Dataset records

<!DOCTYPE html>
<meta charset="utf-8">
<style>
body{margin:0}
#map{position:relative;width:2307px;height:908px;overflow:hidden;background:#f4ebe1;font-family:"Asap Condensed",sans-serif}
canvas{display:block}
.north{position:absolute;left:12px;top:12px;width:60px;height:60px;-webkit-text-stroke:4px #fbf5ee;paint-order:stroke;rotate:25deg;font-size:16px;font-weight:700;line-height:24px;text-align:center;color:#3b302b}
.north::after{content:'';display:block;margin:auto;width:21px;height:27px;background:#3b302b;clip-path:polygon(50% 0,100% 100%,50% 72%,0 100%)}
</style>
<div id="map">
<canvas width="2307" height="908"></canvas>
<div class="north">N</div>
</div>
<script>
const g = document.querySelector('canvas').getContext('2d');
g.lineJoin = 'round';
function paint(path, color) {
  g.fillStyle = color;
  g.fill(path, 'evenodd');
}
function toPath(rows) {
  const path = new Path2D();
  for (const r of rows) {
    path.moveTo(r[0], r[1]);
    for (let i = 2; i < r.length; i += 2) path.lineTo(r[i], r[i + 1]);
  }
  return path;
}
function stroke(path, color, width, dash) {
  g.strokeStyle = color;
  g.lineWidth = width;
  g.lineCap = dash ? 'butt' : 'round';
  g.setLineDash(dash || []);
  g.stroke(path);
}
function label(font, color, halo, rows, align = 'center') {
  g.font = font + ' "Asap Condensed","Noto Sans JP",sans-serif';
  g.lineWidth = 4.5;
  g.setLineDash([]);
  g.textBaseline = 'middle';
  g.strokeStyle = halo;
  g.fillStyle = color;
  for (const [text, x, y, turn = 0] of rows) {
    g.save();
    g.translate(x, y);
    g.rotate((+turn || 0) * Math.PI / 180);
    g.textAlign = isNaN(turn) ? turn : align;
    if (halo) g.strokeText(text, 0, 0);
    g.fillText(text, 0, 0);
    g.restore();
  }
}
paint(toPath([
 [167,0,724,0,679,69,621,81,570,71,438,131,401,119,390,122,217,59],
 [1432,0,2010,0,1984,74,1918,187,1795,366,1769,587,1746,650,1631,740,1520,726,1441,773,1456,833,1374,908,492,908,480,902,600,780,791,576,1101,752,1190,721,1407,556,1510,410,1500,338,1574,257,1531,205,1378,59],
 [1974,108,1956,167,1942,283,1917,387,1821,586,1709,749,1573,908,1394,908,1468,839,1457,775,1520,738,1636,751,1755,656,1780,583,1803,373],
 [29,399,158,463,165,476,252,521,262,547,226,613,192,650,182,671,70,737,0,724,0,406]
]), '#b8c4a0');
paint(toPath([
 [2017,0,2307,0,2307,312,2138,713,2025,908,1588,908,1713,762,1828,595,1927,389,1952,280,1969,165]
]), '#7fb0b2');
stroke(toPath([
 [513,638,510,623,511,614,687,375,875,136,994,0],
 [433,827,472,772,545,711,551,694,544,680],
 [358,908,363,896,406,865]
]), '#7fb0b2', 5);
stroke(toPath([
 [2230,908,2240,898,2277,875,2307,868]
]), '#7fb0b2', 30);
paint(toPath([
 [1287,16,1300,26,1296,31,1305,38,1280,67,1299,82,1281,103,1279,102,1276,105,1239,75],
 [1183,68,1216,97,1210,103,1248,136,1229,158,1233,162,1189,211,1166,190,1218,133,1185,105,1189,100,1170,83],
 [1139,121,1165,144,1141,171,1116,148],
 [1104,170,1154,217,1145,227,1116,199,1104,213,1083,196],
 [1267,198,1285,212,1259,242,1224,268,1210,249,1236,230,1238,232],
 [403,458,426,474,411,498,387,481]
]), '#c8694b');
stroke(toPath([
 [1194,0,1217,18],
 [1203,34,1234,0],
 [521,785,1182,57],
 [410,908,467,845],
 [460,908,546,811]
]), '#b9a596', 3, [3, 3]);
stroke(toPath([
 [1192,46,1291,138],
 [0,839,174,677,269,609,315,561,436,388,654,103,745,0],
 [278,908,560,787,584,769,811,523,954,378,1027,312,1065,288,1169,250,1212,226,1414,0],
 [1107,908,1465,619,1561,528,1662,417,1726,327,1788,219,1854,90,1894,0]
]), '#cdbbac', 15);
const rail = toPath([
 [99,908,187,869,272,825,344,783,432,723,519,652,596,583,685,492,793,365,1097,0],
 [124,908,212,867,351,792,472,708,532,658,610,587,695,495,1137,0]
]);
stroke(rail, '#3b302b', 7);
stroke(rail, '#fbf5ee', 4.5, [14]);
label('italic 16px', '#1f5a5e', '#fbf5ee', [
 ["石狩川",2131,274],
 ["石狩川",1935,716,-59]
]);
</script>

_DIRECTIONS_
From the data above, reproduce word for word the lines running from the line with "for (let i = 2;" to the line with "function label(font, color, halo, rows, align", ends included.

_OUTPUT_
    for (let i = 2; i < r.length; i += 2) path.lineTo(r[i], r[i + 1]);
  }
  return path;
}
function stroke(path, color, width, dash) {
  g.strokeStyle = color;
  g.lineWidth = width;
  g.lineCap = dash ? 'butt' : 'round';
  g.setLineDash(dash || []);
  g.stroke(path);
}
function label(font, color, halo, rows, align = 'center') {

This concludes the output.